The Mansukh Dyeing judgement has held that the word “otherwise” takes into its sweep not only the cases of dissolution but also cases of subsisting partners of a partnership, transferring assets in favour of a retiring partner. Revaluation of assets and credit of the value to the partners’ capital account was therefore held to be a “transfer”, falling within the category of “OTHERWISE” and thus, taxable under the provisions of Section 45(4), as inserted by the Finance Act, 1987. Here, it would be pertinent to mention that the judgement in Mansukh Dyeing supra relates to A. Y. 1993-94 and A. Y. 1994-95 and the amendment introduced by Finance Act, 1987 were applicable to it.
The term “transfer” defined in Section 2(47), as noted by the Supreme Court in Malabar Fisheries Co. v. CIT, Kerala case “gives an artificial meaning to the expression to the expression transfer for it not merely includes transaction of sale and exchange in ordinary parlance but would also mean relinquishment or extinguishment of rights which are ordinarily not included in that concept”.
Coming to the present times, the Finance Act, 2021 brought in a substituted sub-section (4) of Section 45. The substitution while maintaining the characteristic and essence of the original 1987 sub-section introduced the terms “specified person” and “specified entity”. Finance Act, 2021 also introduced a new section 9B in Chapter II of the Income Tax Act, 1961. Both, the fully substituted sub-section (4) of Section 45 and Section 9B target the same income, albeit in a different manner. Sub-section (4) of Section 9B enables the Board to issue guidelines for the purpose of removal of difficulties in the application of both Section 9B and Section 45(4). In exercise of this power, the CBDT has issued Circular No. 14 of 2021, which is crucial to understand the operation of both these different provisions, which subject similar income to tax.
Circular 14 referred to above “clarifies”, having regard to the non-obstante clause in Section 45(4), that in case of receipt by a specified person on reconstitution of a specified entity, in addition to the specified entity being taxed under Section 9B, it would be further subject to tax under Section 45(4). The non-obstante clause in Section 45(4) reads as “…notwithstanding anything to the contrary contained in this Act such profits or gains shall be determined in accordance with the following formula…”.
The question here is that in comparison to the now-deleted sub-section (4) of Section 45 of the IT Act, whether the substituting clause along with Section 9B of the IT Act would amount to double taxation or enhanced taxation on account of the increased taxable parameters?

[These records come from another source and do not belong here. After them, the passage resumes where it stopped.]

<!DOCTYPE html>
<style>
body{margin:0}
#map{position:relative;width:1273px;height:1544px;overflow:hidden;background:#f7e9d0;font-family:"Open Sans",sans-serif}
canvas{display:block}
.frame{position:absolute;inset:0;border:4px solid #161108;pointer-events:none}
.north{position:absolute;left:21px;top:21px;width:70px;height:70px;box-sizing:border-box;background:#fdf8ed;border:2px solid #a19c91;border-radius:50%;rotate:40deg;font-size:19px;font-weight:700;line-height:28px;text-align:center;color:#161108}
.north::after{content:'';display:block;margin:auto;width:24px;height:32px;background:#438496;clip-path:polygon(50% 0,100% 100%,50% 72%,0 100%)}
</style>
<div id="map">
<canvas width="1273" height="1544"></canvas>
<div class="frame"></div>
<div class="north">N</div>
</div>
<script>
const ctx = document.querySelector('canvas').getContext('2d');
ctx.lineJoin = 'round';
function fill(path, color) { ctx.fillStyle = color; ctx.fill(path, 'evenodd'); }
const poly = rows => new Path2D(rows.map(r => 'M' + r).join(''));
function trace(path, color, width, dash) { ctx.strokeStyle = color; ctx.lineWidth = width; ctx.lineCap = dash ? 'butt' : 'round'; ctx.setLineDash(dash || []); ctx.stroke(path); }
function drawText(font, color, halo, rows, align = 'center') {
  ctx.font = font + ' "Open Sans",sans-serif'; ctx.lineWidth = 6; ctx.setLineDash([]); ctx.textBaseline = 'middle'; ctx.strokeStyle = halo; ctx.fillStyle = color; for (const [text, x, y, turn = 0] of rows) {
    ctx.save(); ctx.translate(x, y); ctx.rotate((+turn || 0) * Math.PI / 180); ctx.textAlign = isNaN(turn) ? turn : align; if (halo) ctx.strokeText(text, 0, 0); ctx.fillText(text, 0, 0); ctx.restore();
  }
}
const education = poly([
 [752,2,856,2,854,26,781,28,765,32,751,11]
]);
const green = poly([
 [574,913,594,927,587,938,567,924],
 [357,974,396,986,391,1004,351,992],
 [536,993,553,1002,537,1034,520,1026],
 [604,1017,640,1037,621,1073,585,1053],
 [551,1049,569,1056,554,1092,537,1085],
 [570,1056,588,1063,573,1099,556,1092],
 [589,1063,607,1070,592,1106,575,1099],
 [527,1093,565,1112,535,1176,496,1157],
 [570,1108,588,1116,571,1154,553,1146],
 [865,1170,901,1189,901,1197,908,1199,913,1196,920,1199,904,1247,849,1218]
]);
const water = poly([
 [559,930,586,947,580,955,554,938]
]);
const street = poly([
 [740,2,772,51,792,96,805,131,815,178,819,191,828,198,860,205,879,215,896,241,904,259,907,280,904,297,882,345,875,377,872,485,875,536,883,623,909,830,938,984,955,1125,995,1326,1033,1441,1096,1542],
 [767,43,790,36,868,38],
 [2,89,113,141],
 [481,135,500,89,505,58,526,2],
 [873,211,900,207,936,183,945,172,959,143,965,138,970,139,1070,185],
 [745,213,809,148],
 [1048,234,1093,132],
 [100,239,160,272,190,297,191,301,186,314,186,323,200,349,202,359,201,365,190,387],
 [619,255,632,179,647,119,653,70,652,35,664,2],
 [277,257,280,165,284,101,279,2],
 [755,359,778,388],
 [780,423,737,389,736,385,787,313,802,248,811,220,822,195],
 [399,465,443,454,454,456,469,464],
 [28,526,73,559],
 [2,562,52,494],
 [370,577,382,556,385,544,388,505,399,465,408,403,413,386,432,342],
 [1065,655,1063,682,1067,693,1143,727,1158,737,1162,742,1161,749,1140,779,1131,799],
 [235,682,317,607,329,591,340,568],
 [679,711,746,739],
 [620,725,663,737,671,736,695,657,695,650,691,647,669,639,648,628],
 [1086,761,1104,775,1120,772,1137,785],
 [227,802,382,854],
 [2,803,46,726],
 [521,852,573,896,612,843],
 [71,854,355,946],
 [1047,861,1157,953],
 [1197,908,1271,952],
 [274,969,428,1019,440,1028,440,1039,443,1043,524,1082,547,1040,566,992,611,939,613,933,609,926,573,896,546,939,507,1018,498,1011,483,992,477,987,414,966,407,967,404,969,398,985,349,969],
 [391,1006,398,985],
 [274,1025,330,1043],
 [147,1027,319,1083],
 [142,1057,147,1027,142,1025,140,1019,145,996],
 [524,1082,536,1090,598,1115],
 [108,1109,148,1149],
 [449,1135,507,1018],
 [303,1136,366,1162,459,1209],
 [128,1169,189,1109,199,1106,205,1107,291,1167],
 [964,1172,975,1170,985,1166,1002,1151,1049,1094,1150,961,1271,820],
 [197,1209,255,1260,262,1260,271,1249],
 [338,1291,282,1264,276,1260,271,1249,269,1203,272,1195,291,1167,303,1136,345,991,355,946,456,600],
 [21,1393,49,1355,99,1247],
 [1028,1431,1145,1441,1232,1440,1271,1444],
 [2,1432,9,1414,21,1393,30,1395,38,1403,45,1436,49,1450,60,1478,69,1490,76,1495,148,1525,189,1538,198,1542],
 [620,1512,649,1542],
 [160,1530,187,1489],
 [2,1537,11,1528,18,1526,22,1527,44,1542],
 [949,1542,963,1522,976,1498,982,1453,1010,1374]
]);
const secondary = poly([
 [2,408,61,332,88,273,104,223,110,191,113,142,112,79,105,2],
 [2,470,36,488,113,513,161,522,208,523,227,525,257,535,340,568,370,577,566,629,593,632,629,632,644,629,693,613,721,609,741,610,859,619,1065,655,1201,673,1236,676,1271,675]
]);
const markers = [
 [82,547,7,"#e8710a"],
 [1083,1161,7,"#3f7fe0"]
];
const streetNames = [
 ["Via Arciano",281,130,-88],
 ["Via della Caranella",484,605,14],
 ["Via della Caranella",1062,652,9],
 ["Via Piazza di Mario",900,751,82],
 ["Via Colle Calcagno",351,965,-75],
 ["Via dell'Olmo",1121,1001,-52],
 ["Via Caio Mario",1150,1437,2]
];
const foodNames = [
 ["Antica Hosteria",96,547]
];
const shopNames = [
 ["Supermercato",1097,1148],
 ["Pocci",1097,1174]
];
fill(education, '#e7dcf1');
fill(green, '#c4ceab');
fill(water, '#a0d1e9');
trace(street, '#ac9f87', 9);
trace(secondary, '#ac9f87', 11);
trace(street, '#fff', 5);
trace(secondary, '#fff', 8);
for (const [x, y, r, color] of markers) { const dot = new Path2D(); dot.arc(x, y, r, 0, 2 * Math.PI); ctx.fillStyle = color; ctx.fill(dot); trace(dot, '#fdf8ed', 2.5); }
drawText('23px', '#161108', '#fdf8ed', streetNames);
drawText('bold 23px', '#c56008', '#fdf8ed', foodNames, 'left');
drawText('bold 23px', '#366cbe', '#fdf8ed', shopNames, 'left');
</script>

The answer, perhaps, will have to wait as the issue lives through some years of hierarchical litigation until it gets finally resolved by the Hon’ble Supreme Court.
During the intervening time, however, tax experts would be left to apply their minds to arrive at various interpretations on the applicability of the two provisions. Needless to say, with progress in time, and with the power to issue guidelines, the Board may well exercise its liberty to tweak the application of the law, or the law itself might undergo the routine and infamous parliamentary surgeries that tax enactments have been historically subjected to.
The last word on the issue of taxing a “specified entity” on receipt of its assets etc. by “specified person(s)” remains, yet to be thought of and written.